The farm owner is reported to be a police officer, although he has been on extended leave since 2003. Customs officers are now looking for the man, who had already been fined for hiring illegal labor in August 2006.
In the current case he is under suspicion of "human trafficking for the purpose of exploiting workers," a spokesperson for the Augsburg Prosecutors Office told reporters on Friday.
The 60 Romanian workers the investigators found were housed in overheated containers, and around 50 other Romanians are reported to have already left the farm.
The containers are thought to have been obtained from an asylum-seekers camp. Four workers were housed in a tiny space of only nine square meters. Officials said there was no functioning garbage system in the camp and not enough toilets. The men were not provided with water or food, and money was withheld from their wages to pay for their squalid accommodations.

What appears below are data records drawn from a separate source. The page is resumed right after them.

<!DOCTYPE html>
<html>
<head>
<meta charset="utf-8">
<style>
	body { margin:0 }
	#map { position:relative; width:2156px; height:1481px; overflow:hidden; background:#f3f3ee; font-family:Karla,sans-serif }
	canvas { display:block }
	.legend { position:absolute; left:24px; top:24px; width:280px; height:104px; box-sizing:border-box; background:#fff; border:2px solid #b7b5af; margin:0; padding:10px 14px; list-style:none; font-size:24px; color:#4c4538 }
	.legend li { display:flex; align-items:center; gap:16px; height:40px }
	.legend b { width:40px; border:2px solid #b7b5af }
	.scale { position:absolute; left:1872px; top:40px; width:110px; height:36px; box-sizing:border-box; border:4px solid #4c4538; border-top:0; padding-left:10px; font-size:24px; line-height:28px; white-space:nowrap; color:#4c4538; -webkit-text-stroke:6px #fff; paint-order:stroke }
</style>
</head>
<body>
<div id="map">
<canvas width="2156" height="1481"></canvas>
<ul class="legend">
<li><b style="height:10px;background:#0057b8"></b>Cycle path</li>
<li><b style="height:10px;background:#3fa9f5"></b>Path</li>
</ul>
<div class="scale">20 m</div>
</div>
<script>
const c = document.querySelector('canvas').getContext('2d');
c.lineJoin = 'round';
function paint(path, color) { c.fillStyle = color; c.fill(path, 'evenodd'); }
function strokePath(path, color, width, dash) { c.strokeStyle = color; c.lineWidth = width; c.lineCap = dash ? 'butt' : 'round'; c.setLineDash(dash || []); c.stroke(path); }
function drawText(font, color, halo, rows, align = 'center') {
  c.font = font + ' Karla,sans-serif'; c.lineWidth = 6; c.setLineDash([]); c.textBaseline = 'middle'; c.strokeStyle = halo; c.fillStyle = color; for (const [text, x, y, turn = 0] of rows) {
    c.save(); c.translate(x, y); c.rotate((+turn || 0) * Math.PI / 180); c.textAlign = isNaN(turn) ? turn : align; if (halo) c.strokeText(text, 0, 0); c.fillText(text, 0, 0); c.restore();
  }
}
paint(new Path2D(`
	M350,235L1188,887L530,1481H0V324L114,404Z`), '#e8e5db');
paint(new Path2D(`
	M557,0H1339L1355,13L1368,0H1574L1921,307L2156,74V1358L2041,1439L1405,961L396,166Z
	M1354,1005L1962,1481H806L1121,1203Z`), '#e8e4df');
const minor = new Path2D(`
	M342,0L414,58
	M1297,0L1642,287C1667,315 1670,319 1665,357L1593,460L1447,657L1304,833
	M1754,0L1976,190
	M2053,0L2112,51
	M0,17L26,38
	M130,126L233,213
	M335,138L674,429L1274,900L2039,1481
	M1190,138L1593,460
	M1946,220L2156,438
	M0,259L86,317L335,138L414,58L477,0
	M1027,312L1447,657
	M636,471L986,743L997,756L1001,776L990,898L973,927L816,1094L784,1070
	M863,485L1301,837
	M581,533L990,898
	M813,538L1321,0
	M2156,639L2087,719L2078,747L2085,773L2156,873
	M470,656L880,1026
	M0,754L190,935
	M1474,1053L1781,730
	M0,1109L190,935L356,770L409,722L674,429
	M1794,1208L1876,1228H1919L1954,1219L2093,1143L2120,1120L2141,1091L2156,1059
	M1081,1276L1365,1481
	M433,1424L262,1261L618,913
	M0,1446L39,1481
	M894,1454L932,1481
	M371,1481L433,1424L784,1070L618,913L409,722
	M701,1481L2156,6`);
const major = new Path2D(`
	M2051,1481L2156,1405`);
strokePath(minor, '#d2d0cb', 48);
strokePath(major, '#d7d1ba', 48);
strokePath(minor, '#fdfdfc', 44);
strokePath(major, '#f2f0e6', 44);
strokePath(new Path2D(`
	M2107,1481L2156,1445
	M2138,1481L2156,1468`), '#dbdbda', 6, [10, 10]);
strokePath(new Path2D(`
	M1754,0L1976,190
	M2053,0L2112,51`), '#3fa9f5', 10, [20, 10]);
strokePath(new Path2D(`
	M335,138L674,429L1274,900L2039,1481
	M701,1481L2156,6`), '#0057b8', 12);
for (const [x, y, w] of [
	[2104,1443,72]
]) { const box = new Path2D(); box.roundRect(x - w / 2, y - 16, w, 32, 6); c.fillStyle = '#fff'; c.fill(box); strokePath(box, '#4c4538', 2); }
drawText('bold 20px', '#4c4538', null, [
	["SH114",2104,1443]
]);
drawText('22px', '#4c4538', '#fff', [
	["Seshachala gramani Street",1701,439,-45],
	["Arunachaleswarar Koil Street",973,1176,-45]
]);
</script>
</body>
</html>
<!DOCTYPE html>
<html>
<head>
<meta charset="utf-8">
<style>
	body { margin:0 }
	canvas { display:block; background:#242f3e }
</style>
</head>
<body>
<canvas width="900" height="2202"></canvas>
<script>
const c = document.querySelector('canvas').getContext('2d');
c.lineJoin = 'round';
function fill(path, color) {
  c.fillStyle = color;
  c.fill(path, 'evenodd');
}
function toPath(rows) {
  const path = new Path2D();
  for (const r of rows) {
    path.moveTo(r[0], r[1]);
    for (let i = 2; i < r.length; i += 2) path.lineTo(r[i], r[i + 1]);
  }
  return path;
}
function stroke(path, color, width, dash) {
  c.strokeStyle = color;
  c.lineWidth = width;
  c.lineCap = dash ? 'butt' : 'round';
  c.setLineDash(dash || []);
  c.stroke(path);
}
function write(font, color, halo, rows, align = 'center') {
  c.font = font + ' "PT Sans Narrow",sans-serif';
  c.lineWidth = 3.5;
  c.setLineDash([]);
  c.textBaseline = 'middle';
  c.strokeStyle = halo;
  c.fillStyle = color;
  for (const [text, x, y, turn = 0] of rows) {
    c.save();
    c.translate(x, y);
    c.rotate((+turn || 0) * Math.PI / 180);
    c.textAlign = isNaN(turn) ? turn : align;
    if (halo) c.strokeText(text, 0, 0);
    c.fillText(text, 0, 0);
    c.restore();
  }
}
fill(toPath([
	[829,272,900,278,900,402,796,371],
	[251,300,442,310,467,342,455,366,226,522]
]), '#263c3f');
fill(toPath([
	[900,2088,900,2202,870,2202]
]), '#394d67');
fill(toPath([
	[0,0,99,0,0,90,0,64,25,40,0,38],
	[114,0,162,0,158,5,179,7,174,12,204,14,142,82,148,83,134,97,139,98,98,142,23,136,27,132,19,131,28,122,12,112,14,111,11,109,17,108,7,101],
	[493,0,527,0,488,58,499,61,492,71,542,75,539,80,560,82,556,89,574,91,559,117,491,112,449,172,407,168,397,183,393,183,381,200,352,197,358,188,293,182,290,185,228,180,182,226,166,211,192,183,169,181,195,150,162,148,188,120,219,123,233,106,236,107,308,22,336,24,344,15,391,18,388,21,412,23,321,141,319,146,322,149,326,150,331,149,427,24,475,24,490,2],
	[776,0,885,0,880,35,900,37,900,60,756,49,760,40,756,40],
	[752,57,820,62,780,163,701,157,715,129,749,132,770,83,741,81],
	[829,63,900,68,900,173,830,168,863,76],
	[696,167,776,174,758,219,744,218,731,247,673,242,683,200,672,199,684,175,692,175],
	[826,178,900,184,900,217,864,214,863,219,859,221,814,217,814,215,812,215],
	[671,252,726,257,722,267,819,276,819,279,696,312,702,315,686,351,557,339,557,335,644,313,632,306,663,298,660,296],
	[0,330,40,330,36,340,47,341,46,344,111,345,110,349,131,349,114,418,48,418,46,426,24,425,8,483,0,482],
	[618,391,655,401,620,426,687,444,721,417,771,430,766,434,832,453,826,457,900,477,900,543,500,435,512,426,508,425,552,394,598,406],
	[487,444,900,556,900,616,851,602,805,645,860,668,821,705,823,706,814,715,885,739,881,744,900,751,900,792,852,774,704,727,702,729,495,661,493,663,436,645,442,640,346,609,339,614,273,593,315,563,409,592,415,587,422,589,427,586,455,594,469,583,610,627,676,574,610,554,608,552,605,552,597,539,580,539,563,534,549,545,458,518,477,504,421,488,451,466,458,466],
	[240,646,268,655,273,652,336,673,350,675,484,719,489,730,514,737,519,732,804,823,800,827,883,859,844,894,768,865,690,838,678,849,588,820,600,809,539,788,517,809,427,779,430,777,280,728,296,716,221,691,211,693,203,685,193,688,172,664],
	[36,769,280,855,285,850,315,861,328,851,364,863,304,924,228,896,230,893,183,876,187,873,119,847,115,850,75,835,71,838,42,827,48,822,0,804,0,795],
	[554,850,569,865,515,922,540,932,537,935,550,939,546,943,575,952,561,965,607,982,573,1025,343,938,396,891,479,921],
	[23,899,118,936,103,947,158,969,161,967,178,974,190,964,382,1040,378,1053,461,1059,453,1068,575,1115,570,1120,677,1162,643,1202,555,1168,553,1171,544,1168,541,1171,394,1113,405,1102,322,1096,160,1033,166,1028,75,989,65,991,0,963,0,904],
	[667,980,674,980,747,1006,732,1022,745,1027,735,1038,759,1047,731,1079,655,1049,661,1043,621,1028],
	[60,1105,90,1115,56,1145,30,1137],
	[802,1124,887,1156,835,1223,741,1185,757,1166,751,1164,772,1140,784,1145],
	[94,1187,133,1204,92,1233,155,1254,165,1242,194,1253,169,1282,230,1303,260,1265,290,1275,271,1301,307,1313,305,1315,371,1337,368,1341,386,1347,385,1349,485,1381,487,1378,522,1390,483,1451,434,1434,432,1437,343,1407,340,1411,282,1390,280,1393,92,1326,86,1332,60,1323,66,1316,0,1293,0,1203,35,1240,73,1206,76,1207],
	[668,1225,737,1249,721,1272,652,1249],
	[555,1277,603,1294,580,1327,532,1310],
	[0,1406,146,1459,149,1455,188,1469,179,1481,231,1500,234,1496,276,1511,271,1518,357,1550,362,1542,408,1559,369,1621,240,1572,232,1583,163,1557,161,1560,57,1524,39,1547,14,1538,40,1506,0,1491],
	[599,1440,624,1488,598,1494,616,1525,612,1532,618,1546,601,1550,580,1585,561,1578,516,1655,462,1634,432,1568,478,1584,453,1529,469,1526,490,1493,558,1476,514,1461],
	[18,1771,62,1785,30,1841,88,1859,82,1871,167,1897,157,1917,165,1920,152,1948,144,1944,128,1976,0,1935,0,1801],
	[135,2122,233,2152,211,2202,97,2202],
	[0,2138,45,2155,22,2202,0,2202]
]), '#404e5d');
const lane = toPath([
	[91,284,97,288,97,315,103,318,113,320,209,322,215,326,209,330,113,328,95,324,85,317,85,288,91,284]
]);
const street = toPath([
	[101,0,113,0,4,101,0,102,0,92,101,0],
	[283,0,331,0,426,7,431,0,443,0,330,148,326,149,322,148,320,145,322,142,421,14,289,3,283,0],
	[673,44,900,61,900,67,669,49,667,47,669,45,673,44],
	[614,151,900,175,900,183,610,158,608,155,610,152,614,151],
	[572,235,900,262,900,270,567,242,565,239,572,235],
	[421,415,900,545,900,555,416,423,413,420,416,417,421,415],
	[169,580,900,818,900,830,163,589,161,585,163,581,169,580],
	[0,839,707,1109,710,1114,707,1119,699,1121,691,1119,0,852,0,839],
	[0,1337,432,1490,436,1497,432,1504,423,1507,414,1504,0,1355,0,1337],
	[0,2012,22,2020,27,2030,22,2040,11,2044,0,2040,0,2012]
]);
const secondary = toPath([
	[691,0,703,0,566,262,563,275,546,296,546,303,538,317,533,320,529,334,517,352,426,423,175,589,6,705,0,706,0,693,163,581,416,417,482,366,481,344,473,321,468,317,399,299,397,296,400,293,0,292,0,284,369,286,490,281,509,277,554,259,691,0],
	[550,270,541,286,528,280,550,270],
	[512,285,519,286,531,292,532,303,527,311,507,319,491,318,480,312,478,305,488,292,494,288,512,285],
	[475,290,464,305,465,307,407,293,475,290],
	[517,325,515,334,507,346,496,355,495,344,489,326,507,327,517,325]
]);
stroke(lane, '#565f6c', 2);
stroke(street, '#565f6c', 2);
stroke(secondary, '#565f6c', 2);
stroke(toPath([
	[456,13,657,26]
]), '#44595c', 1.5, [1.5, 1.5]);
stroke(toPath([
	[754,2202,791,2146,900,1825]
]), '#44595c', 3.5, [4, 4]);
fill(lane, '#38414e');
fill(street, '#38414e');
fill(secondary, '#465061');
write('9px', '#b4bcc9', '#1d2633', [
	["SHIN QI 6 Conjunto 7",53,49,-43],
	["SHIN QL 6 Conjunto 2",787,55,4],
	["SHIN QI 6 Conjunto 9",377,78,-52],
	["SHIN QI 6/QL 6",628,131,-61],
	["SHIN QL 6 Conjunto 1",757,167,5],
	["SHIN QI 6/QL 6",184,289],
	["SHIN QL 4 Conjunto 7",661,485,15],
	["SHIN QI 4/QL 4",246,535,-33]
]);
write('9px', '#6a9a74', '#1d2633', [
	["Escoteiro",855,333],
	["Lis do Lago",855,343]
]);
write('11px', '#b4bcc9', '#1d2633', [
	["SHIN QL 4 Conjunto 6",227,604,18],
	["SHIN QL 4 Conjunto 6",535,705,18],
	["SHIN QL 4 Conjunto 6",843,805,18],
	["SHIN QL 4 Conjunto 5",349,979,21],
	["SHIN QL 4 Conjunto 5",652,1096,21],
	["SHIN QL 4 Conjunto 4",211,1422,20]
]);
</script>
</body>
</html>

The officials were alerted by locals in the village of Oberndorf, after the workers had gone begging for food in the area. The customs office in Augsburg said that the strawberry pickers had been paid an average wage of between 1 and 1.20 an hour, based on how many strawberries they had picked.
A spokesman for the customs office said: "You have to imagine how it went. They were only sent onto the fields after the Polish farm laborers had already started picking." That meant that the men had only been able to pick a few strawberries, during their 13 hours of work a day.